Playing Karenin, “Anna’s morally severe, emotionally barren, piously dutiful, highly controlling pain in the neck of a husband” instead of the young heartthrob Vronsky: “In a weird way, it’s kind of a relief to think, ‘Oh, I know I’m not that young sort of pretty thing anymore,’ ” he said. “It’s quite nice talking about what it was like to be the young pretty thing, rather than being it.”
Doing films just for the money: “Without sounding too pretentious, it’s difficult to remember that it’s an art form and you are, maybe, an artist and you have to make decisions on that level. I feel kind of more confident, more settled as a human being, more settled in my own skin.” When he was younger, he said, he longed to be taken seriously but found that some of his roles did not allow him to do that. Being older, “you are allowed to be an actor, and the parts you get are more interesting.”
On playing Karenin: “It seemed to go against everything I have done, and it was fun to investigate the sides of a man that I hadn’t done before in any way, shape or form,” Law said. But it did not mean he was playing against type, he said, “because I always play against type; I have never played anyone like me.”
He and Sadie Frost share custody of their kids equally, one week with him and one week with Sadie: “I would not have been able to have the usual kind of paternal-role situation of one weekend every two weeks,” he said. “I enjoy it too much.” Everyone gets along so well that they take vacations together. “We made a decision very early on that whatever our opinion of each other — which I have to say is a good one — we were going to maintain the function of the family,” Law said. (He also has a young daughter in New York, the result of a brief affair, with whom he is in regular contact.)
Finding his personal life splashed around in the tabloids: “You suddenly start to go, ‘What, what, wait a minute. How do they know this? Where are they piecing this together from?’ ” he said, recalling some of the details of his life he saw in the press. It was clear something was going on, but Law did not know what. He became paranoid. He had his house swept for bugs and his car searched for tracking devices. He mistrusted acquaintances, even wondered about friends and family members. “The weird thing is that you start taking things for granted,” he said. “Like I thought, Maybe this is just heightened interest in what I’m doing. This is what my life has become. This is my lot and I’ve got to deal with it.”

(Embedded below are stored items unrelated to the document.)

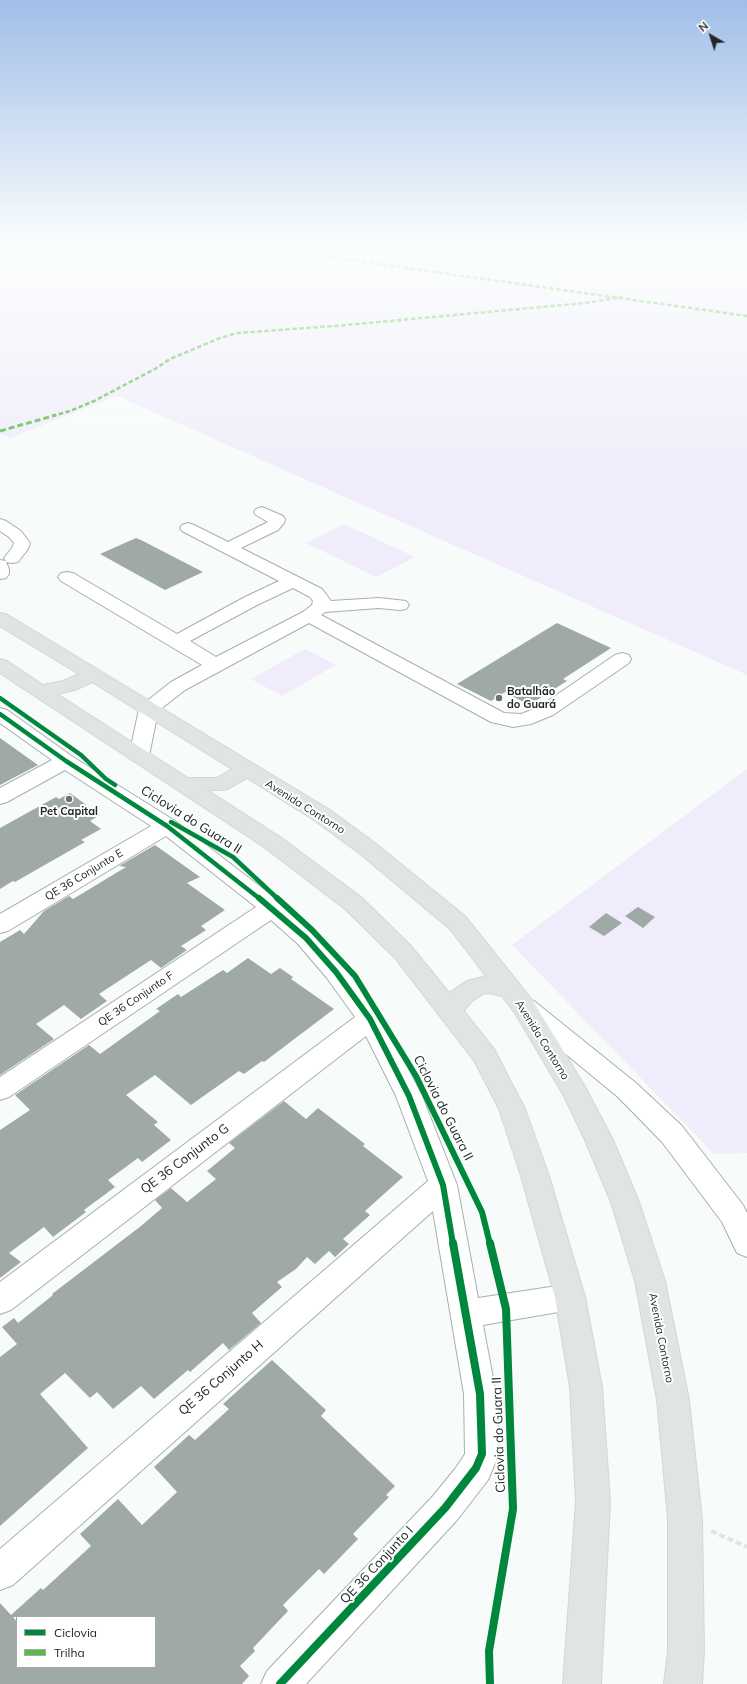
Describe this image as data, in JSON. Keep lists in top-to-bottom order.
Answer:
{
  "streets": {
    "main road": ["Avenida Contorno"],
    "street": [
      "QE 36 Conjunto E",
      "QE 36 Conjunto F",
      "QE 36 Conjunto G",
      "QE 36 Conjunto H",
      "QE 36 Conjunto I"
    ],
    "cycle path": ["Ciclovia do Guara II"]
  },
  "places": ["Batalhão do Guará", "Pet Capital"],
  "legend": ["Ciclovia", "Trilha"],
  "north": "top left"
}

Finding out, in 2010, that he had been hacked by Rupert Murdoch’s press: At the end of 2010, Law got a call from Scotland Yard. The police had uncovered thousands of pages of notes taken by an investigator hired by the News of the World to dig up dirt on public figures, they told him, and one of the names in the notes was Law’s. “They just had piles of notes with my credit card details, phone numbers, contacts, friends’ contacts, parents’ phone numbers,” he said. They also had recordings of voicemail messages from and to him. “There was this awful afternoon when they came over with a tape recorder and said, ‘Could you verify that this is you?’ ” None of this surprised him, really, but it made him feel less crazy. “To have other people go, ‘This is outrageous’ meant that I didn’t feel like this sort of mad, paranoid, dystopian lunatic saying, ‘the world’s following me — what’s going on?’ ” he recalled. “It felt, strangely, kind of justifying.”

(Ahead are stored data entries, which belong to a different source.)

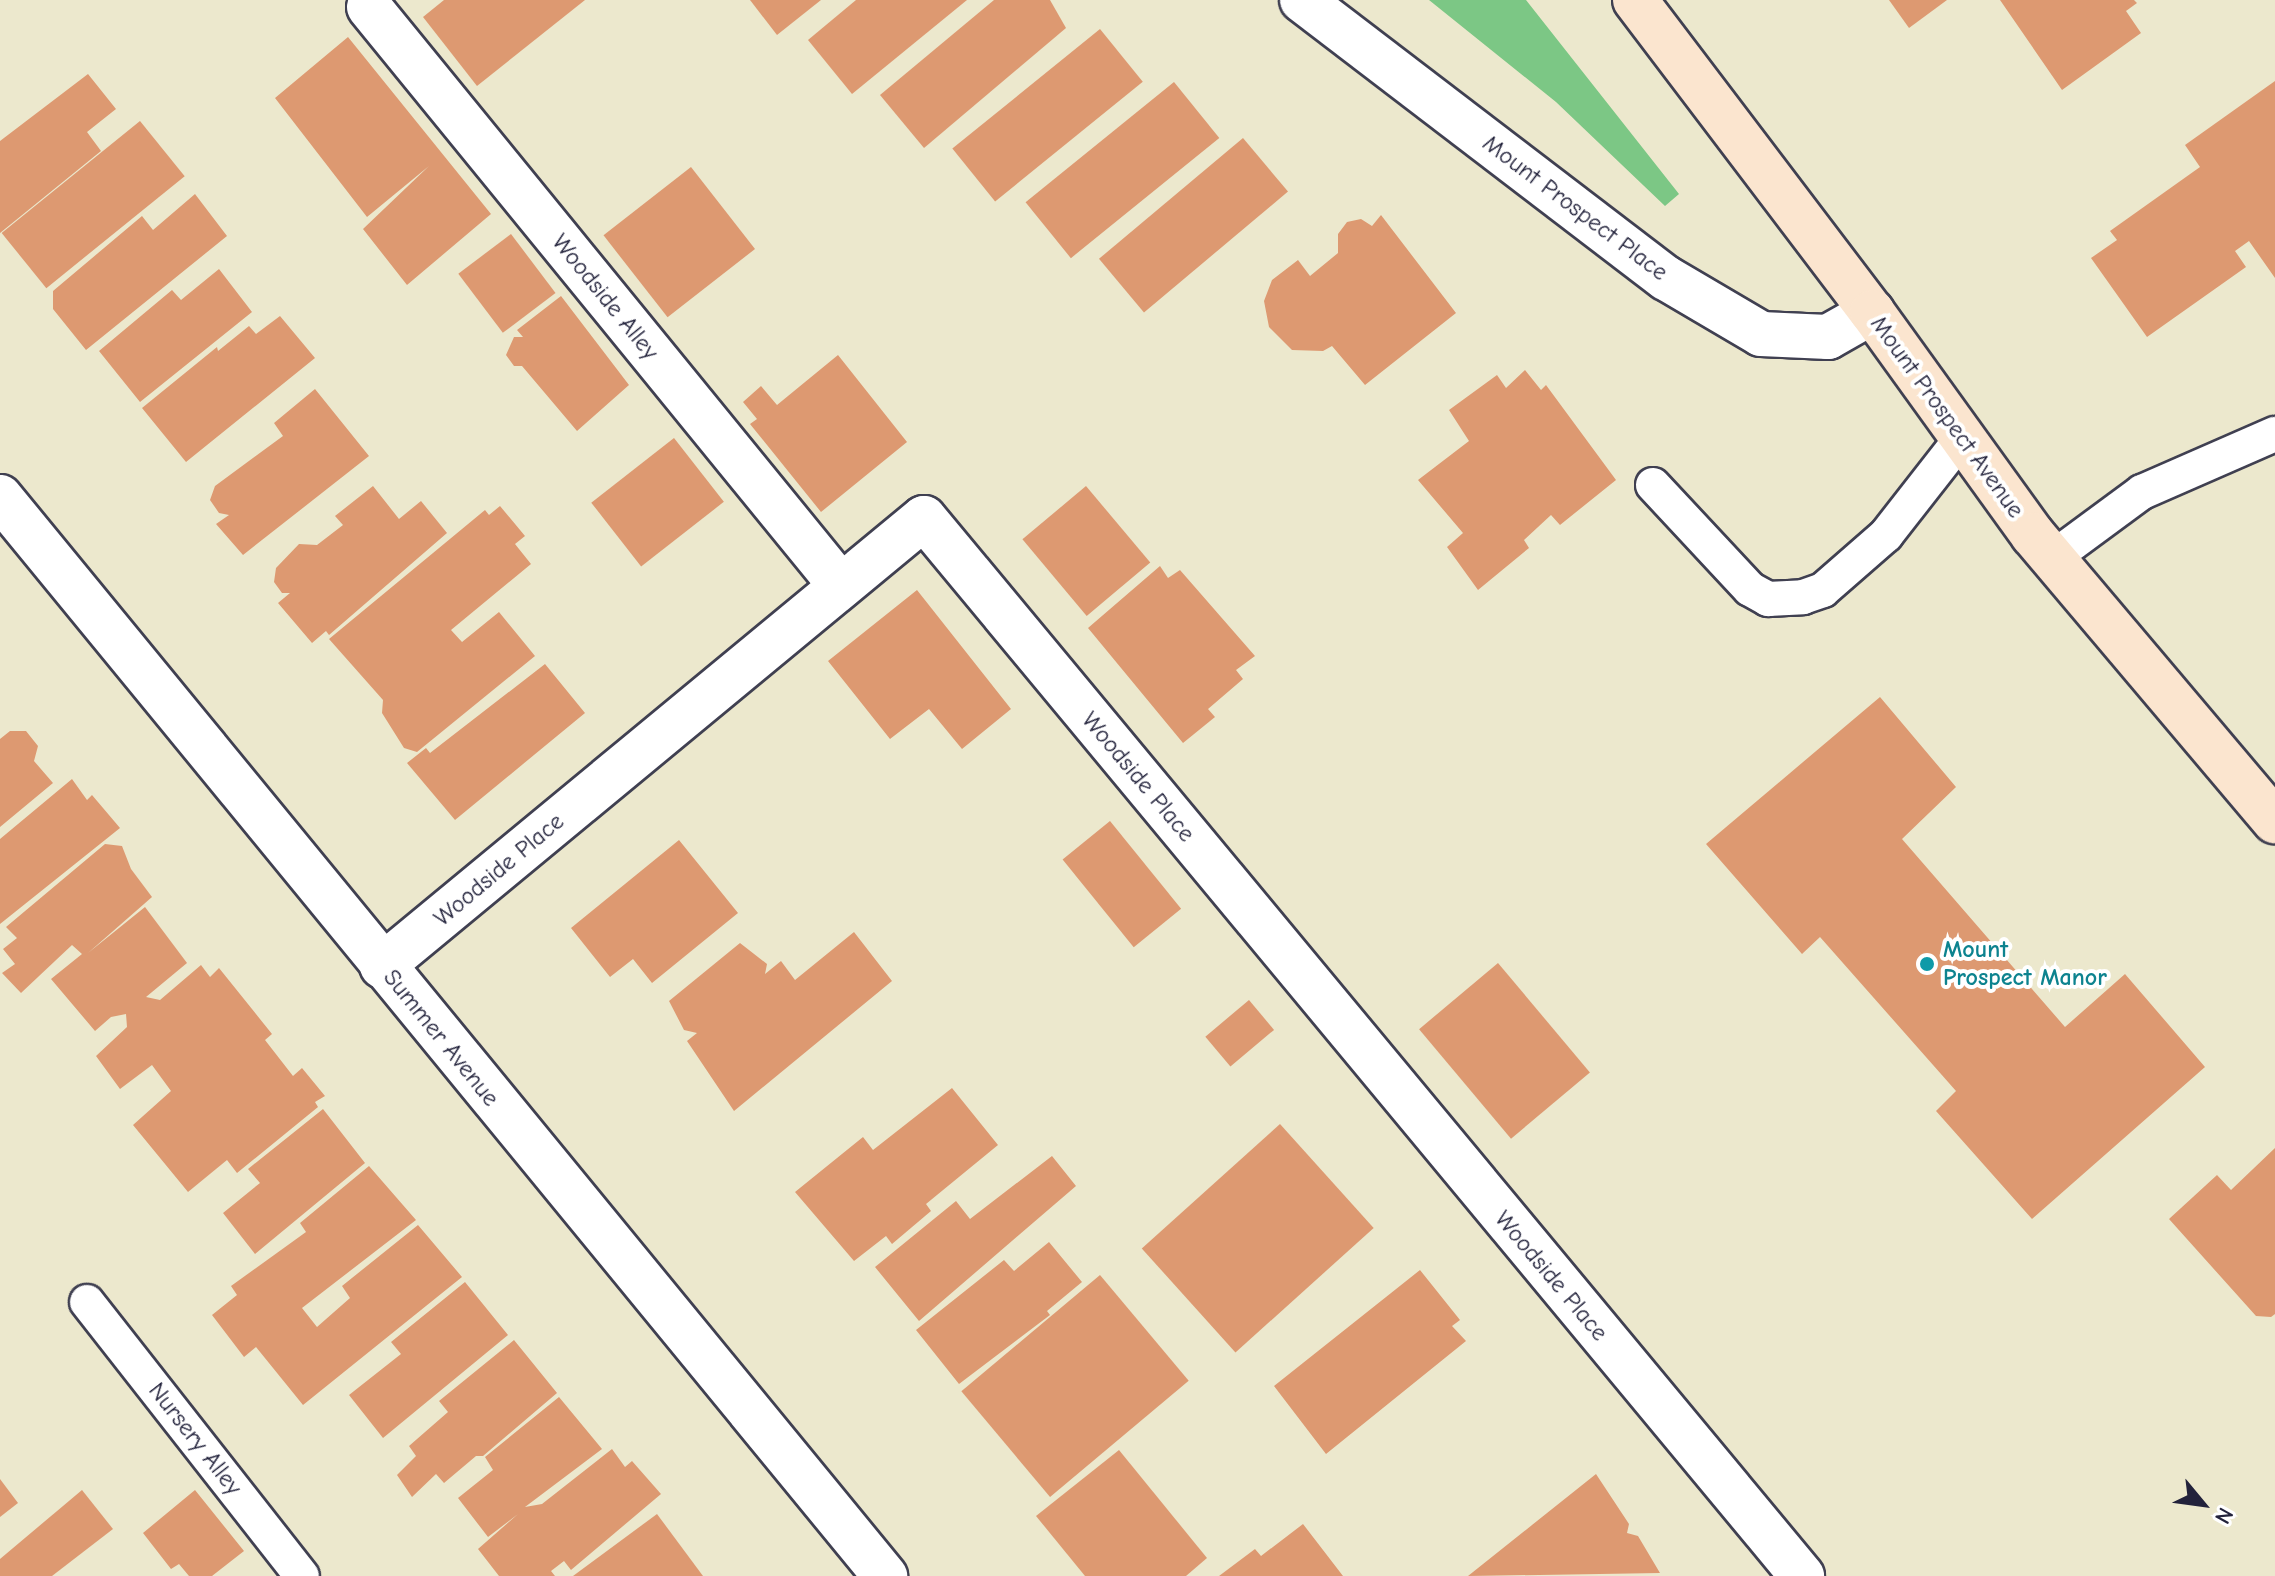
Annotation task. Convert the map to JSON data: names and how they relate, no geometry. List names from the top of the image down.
{
  "streets": {
    "main road": ["Mount Prospect Avenue"],
    "street": [
      "Mount Prospect Place",
      "Woodside Alley",
      "Woodside Place",
      "Summer Avenue"
    ],
    "lane": ["Nursery Alley"]
  },
  "crossings": [
    ["Mount Prospect Place", "Mount Prospect Avenue"],
    ["Woodside Alley", "Woodside Place"],
    ["Woodside Place", "Summer Avenue"]
  ],
  "places": ["Mount Prospect Manor"],
  "north": "bottom right"
}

Telling his 16-year-old not to get a tattoo: “Well, you’ve got them,” Law recalled his son saying, to which he responded, “Yes, but you’ve got to know that what you get is going to be forever and I don’t think at 16 you know what forever is.”

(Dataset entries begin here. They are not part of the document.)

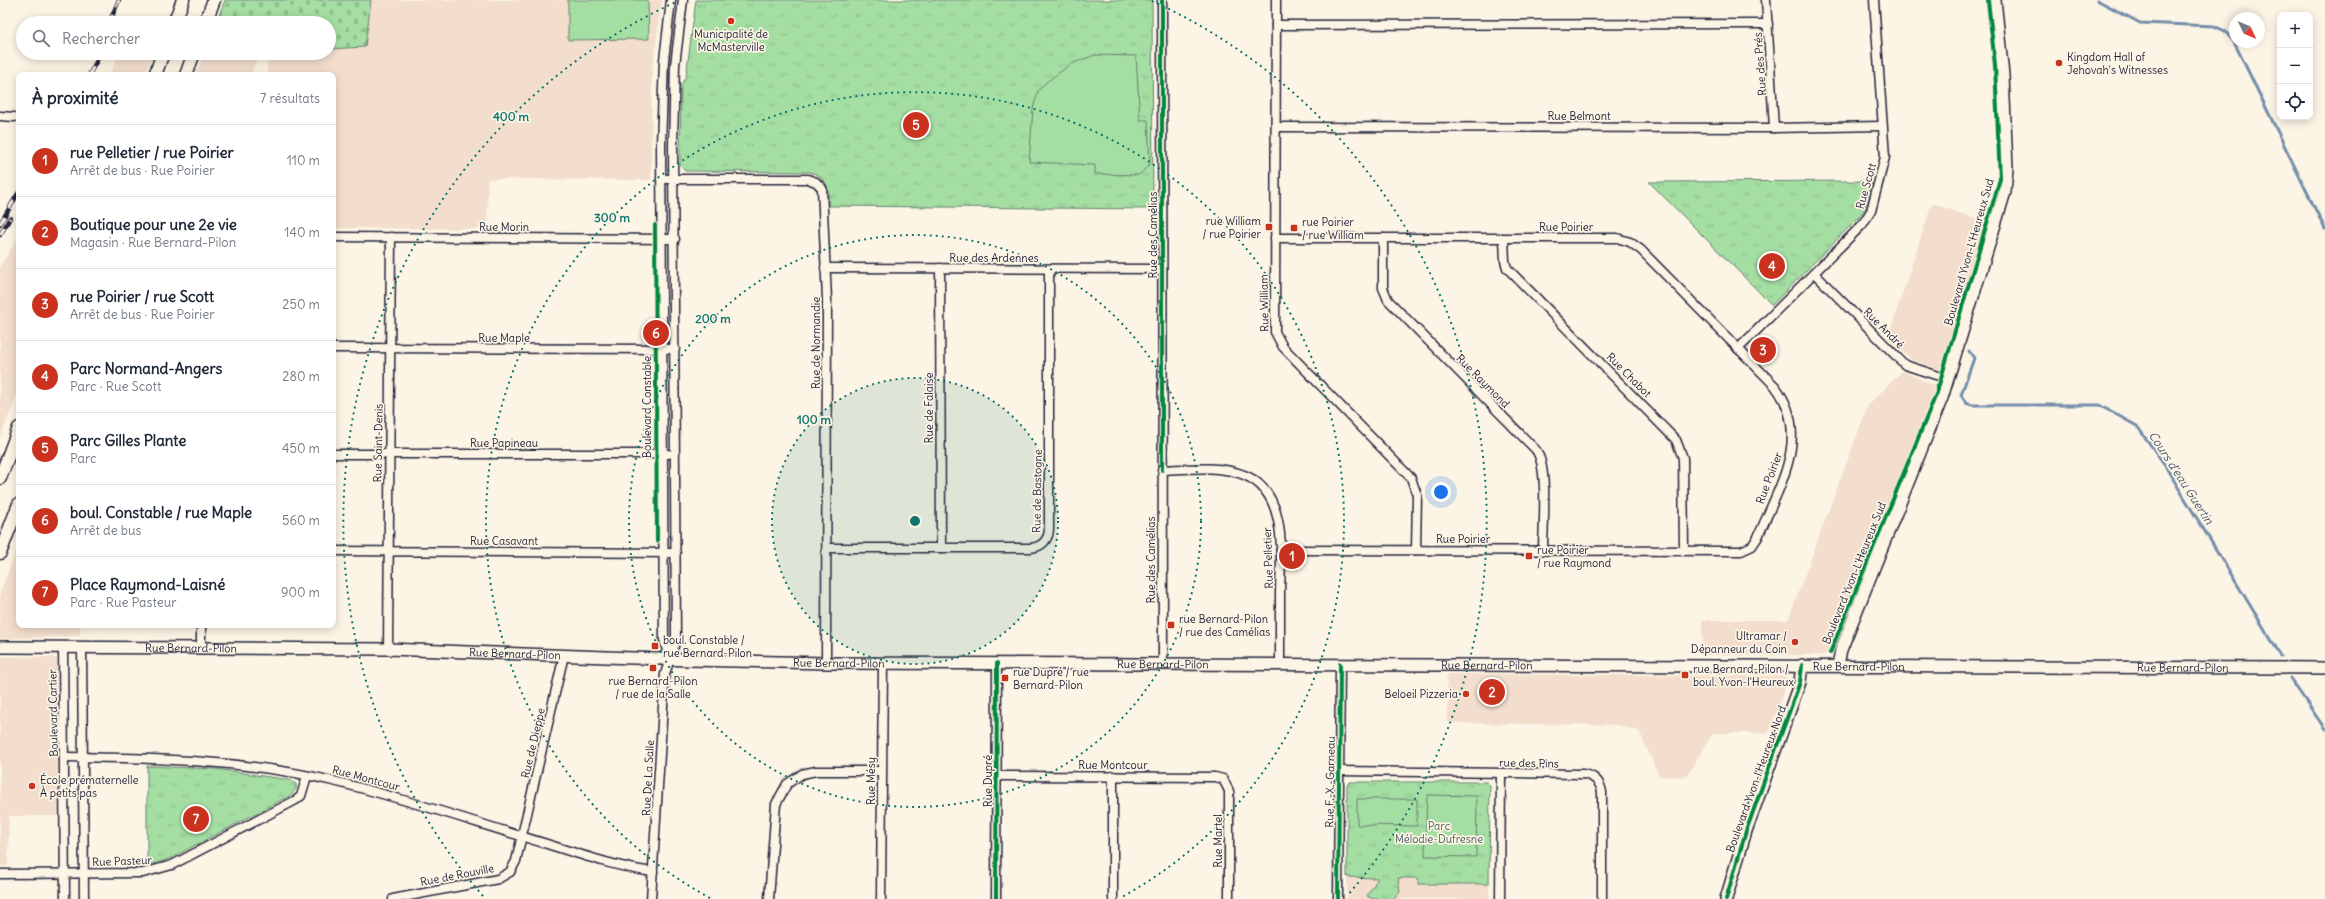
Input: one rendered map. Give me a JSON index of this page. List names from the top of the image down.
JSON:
{
  "streets": {
    "main road": ["Boulevard Yvon-L'Heureux Sud", "Rue Bernard-Pilon", "Boulevard Yvon-l'Heureux Nord"],
    "street": [
      "Rue des Prés",
      "Rue Belmont",
      "Rue Scott",
      "Rue Morin",
      "Rue Poirier",
      "Rue des Camélias",
      "Rue des Ardennes",
      "Rue William",
      "Rue André",
      "Rue Maple",
      "Rue de Normandie",
      "Rue Chabot",
      "Rue Raymond",
      "Boulevard Constable",
      "Rue de Falaise",
      "Rue Saint-Denis",
      "Rue Papineau",
      "Rue de Bastogne",
      "Rue Casavant",
      "Rue Pelletier",
      "Boulevard Cartier",
      "Rue de Dieppe",
      "rue des Pins",
      "Rue Montcour",
      "Rue De La Salle",
      "Rue Mésy",
      "Rue Dupré",
      "Rue F.-X.-Garneau",
      "Rue Martel",
      "Rue Pasteur",
      "Rue de Rouville"
    ]
  },
  "crossings": [
    ["Rue des Prés", "Rue Belmont"],
    ["Rue Belmont", "Rue Scott"],
    ["Rue Belmont", "Rue William"],
    ["Rue Scott", "Rue Poirier"],
    ["Rue Scott", "Rue André"],
    ["Rue Morin", "Boulevard Constable"],
    ["Rue Morin", "Rue Saint-Denis"],
    ["Rue Poirier", "Rue William"],
    ["Rue Poirier", "Rue Chabot"],
    ["Rue Poirier", "Rue Raymond"],
    ["Rue Poirier", "Rue Pelletier"],
    ["Rue des Camélias", "Rue des Ardennes"],
    ["Rue des Camélias", "Rue Pelletier"],
    ["Rue des Camélias", "Rue Bernard-Pilon"],
    ["Boulevard Yvon-L'Heureux Sud", "Rue André"],
    ["Boulevard Yvon-L'Heureux Sud", "Rue Bernard-Pilon"],
    ["Rue des Ardennes", "Rue de Normandie"],
    ["Rue des Ardennes", "Rue de Falaise"],
    ["Rue des Ardennes", "Rue de Bastogne"],
    ["Rue Maple", "Boulevard Constable"],
    ["Rue Maple", "Rue Saint-Denis"],
    ["Rue de Normandie", "Boulevard Constable"],
    ["Rue de Normandie", "Rue de Bastogne"],
    ["Rue de Normandie", "Rue Bernard-Pilon"],
    ["Boulevard Constable", "Rue Papineau"],
    ["Boulevard Constable", "Rue Casavant"],
    ["Boulevard Constable", "Rue Bernard-Pilon"],
    ["Boulevard Constable", "Rue De La Salle"],
    ["Rue de Falaise", "Rue de Bastogne"],
    ["Rue Saint-Denis", "Rue Papineau"],
    ["Rue Saint-Denis", "Rue Casavant"],
    ["Rue Saint-Denis", "Rue Bernard-Pilon"],
    ["Rue Pelletier", "Rue Bernard-Pilon"],
    ["Rue Bernard-Pilon", "Boulevard Cartier"],
    ["Rue Bernard-Pilon", "Rue de Dieppe"],
    ["Rue Bernard-Pilon", "Rue De La Salle"],
    ["Rue Bernard-Pilon", "Boulevard Yvon-l'Heureux Nord"],
    ["Rue Bernard-Pilon", "Rue Mésy"],
    ["Rue Bernard-Pilon", "Rue Dupré"],
    ["Rue Bernard-Pilon", "Rue F.-X.-Garneau"],
    ["Boulevard Cartier", "Rue Montcour"],
    ["Boulevard Cartier", "Rue Pasteur"],
    ["Rue de Dieppe", "Rue Montcour"],
    ["Rue de Dieppe", "Rue de Rouville"],
    ["rue des Pins", "Rue F.-X.-Garneau"],
    ["Rue Montcour", "Rue De La Salle"],
    ["Rue Montcour", "Rue Dupré"],
    ["Rue Montcour", "Rue Martel"],
    ["Rue Montcour", "Rue Pasteur"],
    ["Rue Montcour", "Rue de Rouville"]
  ],
  "water": ["Cours d'eau Guertin"],
  "parks": ["Parc Mélodie-Dufresne"],
  "places": {
    "other": [
      "Municipalité de McMasterville",
      "Kingdom Hall of Jehovah's Witnesses",
      "Ultramar / Dépanneur du Coin",
      "Beloeil Pizzeria",
      "École prématernelle À petits pas"
    ],
    "transit": [
      "rue William / rue Poirier",
      "rue Poirier / rue William",
      "rue Poirier / rue Raymond",
      "rue Bernard-Pilon / rue des Camélias",
      "boul. Constable / rue Bernard-Pilon",
      "rue Bernard-Pilon / rue de la Salle",
      "rue Bernard-Pilon / boul. Yvon-l'Heureux",
      "rue Dupré / rue Bernard-Pilon"
    ]
  },
  "north": "bottom right",
  "page": {
    "map_buttons": ["+", "−"],
    "search": "Rechercher",
    "heading": ["À proximité", "7 résultats"],
    "pins": [
      "5",
      "4",
      "6",
      "3",
      "1",
      "2",
      "7"
    ],
    "list": [
      {
        "mark": "1",
        "name": "rue Pelletier / rue Poirier",
        "note": "Arrêt de bus · Rue Poirier",
        "value": "110 m"
      },
      {
        "mark": "2",
        "name": "Boutique pour une 2e vie",
        "note": "Magasin · Rue Bernard-Pilon",
        "value": "140 m"
      },
      {
        "mark": "3",
        "name": "rue Poirier / rue Scott",
        "note": "Arrêt de bus · Rue Poirier",
        "value": "250 m"
      },
      {
        "mark": "4",
        "name": "Parc Normand-Angers",
        "note": "Parc · Rue Scott",
        "value": "280 m"
      },
      {
        "mark": "5",
        "name": "Parc Gilles Plante",
        "note": "Parc",
        "value": "450 m"
      },
      {
        "mark": "6",
        "name": "boul. Constable / rue Maple",
        "note": "Arrêt de bus",
        "value": "560 m"
      },
      {
        "mark": "7",
        "name": "Place Raymond-Laisné",
        "note": "Parc · Rue Pasteur",
        "value": "900 m"
      }
    ]
  },
  "rings": [
    "400 m",
    "300 m",
    "200 m",
    "100 m"
  ]
}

After the hacking scandal and everything else: “They had kind of stripped me and my relationships bare — there was nothing left to write,” Law said. “And there is only so much laundry one has, in the end, to be washed in public.”
On choosing what to wear during the photo shoot: “Look, tell me what I’m wearing — I really don’t care.” He added: “I don’t have a lot of time anymore for standing around choosing outfits. I’m too long in the tooth for that now.”
I thought the part about his custody arrangement with Sadie was interesting – I didn’t know that they split everything equally. That’s nice what he said about enjoying being a father, although I like that the NYT dropped a line in there about his other child, the one he fathered through a one night stand with some (slightly crazy) fan-girl.
As for Jude’s thoughts on his own aging beauty and how he’s no longer the heartthrob… what I always liked about Jude as an actor is that he never really relied on his beauty alone. He was always a talented actor, and he rarely took parts where it was just about being pretty. That being said, I think I’d rather hit it with this current Jude than the 20-something physically-perfect Jude. I like a dude with some scruff and fading prettiness.